Stocks were mostly lower Monday as trade escalations between the US and China and turmoil in the Justice Department rattled markets, days after the Dow Jones industrial average and S&P 500 had hit record highs. The dollar was mostly unchanged against a basket of peers, and Treasury yields jumped.

Here’s the scoreboard:

Dow Jones industrial average: 26,561.64 −181.86 (0.68%)

S&P 500: 2,919.89 −9.78 (0.33%)

Nasdaq Composite: 7,993.25 +6.29 (0.079%)

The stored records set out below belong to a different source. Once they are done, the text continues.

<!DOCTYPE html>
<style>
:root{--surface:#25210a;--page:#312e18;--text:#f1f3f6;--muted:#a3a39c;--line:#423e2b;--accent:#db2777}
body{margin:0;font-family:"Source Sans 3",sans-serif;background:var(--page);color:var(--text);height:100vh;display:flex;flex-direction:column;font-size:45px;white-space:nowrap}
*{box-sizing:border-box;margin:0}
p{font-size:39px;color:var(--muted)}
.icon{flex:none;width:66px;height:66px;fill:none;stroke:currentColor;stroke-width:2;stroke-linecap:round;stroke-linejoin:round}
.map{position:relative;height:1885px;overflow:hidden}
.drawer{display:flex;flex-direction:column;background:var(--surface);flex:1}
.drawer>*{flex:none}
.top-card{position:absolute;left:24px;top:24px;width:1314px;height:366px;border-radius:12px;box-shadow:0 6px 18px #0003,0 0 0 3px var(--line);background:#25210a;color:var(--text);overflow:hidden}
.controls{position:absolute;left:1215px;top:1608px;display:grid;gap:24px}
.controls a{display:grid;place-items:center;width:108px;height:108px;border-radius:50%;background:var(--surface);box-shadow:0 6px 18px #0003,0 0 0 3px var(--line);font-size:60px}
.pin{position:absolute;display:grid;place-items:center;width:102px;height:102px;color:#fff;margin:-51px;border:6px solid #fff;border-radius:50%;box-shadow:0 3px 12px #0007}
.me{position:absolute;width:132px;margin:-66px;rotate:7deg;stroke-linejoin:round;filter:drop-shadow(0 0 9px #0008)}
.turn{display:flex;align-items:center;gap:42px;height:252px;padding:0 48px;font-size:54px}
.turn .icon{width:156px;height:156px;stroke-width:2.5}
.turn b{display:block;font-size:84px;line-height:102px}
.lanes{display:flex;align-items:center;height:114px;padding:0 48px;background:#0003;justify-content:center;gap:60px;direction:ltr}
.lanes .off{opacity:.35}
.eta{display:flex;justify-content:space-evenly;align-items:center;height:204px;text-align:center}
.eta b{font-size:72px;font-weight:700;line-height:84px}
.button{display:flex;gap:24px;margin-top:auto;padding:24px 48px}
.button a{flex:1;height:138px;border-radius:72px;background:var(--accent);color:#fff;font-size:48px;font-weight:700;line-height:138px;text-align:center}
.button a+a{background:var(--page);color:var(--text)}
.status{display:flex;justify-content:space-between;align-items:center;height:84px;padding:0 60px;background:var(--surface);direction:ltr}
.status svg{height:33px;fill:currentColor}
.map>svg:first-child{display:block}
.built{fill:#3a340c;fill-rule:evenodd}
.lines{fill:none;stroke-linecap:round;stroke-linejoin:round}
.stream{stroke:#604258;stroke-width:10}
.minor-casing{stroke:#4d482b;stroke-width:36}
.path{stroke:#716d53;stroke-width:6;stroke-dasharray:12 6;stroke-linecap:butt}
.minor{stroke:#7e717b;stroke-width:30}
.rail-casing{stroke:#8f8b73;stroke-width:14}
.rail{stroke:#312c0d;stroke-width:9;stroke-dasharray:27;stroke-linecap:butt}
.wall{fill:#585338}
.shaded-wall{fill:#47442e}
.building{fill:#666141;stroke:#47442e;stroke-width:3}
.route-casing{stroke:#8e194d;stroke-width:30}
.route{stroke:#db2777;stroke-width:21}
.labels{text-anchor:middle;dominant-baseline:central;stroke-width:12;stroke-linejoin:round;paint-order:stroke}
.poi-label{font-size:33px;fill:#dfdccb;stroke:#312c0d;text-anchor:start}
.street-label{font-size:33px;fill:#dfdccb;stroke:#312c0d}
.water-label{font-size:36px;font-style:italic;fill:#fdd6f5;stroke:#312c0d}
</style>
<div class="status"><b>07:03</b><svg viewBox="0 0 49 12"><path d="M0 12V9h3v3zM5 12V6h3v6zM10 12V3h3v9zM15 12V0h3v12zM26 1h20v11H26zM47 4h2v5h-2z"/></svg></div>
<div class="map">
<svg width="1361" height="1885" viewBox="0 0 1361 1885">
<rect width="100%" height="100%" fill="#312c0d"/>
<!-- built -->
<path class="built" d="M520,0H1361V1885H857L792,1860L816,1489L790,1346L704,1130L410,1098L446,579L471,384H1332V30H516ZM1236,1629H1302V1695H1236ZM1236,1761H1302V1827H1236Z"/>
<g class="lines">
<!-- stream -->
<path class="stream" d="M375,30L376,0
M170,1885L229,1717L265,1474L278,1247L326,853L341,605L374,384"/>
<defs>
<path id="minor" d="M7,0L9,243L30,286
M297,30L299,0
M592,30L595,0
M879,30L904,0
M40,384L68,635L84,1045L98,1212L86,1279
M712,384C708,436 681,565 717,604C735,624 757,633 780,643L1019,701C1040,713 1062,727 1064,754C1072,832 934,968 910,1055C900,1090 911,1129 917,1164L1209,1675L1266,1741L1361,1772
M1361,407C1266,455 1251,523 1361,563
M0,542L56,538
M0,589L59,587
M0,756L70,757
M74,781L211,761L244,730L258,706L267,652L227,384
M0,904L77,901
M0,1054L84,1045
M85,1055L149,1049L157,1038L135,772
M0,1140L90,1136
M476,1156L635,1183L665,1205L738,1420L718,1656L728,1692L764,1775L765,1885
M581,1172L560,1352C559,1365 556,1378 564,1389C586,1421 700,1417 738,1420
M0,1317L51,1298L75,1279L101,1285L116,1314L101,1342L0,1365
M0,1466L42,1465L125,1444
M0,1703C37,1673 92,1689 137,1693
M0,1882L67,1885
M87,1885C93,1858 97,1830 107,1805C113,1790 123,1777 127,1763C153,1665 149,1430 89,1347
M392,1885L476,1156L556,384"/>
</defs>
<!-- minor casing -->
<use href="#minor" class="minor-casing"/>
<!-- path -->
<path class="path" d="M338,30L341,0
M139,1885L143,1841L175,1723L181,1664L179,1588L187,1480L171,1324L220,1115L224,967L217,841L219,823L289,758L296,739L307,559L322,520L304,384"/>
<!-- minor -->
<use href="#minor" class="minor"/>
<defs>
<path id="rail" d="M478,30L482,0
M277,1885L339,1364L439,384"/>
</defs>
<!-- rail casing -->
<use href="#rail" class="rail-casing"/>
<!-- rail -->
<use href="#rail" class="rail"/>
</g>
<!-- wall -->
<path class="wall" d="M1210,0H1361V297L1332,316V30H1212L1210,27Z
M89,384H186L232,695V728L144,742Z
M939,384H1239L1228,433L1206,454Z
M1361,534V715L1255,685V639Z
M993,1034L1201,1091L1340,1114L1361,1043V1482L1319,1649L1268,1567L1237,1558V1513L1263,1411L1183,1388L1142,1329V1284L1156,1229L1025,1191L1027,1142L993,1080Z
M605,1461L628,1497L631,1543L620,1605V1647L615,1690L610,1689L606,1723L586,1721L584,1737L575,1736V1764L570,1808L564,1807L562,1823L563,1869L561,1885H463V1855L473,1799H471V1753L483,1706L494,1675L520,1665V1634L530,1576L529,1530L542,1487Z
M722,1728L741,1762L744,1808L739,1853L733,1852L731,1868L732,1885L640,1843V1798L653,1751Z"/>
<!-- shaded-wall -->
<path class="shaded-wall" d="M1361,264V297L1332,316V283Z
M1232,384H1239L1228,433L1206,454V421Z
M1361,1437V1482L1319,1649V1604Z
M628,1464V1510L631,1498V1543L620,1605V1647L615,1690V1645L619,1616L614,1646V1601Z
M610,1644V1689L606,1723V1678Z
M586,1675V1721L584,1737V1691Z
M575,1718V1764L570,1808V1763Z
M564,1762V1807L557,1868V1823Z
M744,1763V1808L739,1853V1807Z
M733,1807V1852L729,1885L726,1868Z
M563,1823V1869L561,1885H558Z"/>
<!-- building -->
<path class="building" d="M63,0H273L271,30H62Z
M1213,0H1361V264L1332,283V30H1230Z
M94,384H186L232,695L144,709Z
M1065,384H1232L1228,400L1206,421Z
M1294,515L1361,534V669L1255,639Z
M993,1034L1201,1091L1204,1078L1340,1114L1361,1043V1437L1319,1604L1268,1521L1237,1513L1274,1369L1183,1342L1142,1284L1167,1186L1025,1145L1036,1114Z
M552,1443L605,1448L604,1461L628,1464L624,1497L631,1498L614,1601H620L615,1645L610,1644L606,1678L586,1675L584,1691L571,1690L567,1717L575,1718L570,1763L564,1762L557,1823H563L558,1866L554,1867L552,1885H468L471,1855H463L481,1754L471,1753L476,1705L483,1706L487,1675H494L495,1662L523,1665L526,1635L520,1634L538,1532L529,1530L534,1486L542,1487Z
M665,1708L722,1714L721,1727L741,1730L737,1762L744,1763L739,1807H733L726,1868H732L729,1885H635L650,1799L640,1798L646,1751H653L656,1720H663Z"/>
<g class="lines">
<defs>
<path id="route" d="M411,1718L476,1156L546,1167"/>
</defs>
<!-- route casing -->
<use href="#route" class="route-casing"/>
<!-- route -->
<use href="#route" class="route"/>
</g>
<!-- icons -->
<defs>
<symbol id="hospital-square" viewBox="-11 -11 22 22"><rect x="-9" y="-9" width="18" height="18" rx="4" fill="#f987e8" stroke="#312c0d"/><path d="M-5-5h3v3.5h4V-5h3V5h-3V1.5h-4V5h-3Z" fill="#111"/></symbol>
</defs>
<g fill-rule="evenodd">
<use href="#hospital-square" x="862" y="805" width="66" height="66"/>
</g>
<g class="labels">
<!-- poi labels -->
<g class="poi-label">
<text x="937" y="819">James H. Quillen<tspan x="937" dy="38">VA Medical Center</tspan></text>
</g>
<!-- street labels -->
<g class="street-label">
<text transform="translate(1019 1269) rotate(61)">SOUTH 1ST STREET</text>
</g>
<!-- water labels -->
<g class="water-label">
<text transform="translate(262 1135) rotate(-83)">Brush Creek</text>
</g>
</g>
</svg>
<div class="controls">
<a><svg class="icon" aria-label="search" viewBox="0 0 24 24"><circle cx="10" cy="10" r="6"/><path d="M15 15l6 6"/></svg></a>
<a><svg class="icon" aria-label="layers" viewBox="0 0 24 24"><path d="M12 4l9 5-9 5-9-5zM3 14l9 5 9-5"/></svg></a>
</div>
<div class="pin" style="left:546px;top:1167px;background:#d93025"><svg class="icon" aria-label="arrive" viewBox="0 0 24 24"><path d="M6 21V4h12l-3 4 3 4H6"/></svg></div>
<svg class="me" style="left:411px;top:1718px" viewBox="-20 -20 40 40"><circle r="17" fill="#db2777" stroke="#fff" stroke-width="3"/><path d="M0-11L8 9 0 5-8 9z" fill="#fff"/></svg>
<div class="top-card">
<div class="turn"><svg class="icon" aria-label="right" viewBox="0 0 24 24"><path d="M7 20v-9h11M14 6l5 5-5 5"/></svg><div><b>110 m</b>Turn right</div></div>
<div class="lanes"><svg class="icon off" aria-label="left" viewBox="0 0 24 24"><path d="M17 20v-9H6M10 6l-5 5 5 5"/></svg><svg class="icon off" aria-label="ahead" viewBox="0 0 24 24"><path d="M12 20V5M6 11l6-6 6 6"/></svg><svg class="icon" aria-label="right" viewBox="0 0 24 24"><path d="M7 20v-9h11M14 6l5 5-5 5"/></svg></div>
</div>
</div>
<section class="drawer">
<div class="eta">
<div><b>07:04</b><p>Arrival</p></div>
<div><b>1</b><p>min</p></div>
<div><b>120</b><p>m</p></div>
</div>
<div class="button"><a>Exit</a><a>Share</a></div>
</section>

  1. Chaos in Washington has Wall Street on edge. Axios reports Deputy Attorney General Rod Rosenstein, who oversees the Mueller investigation, is considering resigning after he was said to have discussed invoking the 25th Amendment to remove President Donald Trump from office. Following the explosive report, White House Press Secretary Sarah Sanders said Rosenstein will meet with the president on Thursday.
  2. World leaders meet at the United Nations General Assembly. All eyes are on Trump, who will give a general address and later lead a nonproliferation meeting. Meanwhile, Prime Minister Justin Trudeau said it’s “very likely” there will be sideline talks on a North American trade agreement, which Trump has threatened to exclude Canada from.
  3. The US and China enacted another round of tariffs on each other. China, retaliating against the Trump administration, accused the US of “trade bullyism” and cancelled talks proposed by Treasury Secretary Steve Mnuchin. The escalations raised fears a trade war between the world’s largest economies could drag on for years.

And a look at the upcoming economic calendar:

  • The Federal Reserve is expected to raise its benchmark interest rate.
  • The US reports on final GDP, trade, and manufacturing activity.
  • The EU and the US hold high-level trade talks in New York.
  • The Conference Board releases its latest consumer confidence reading.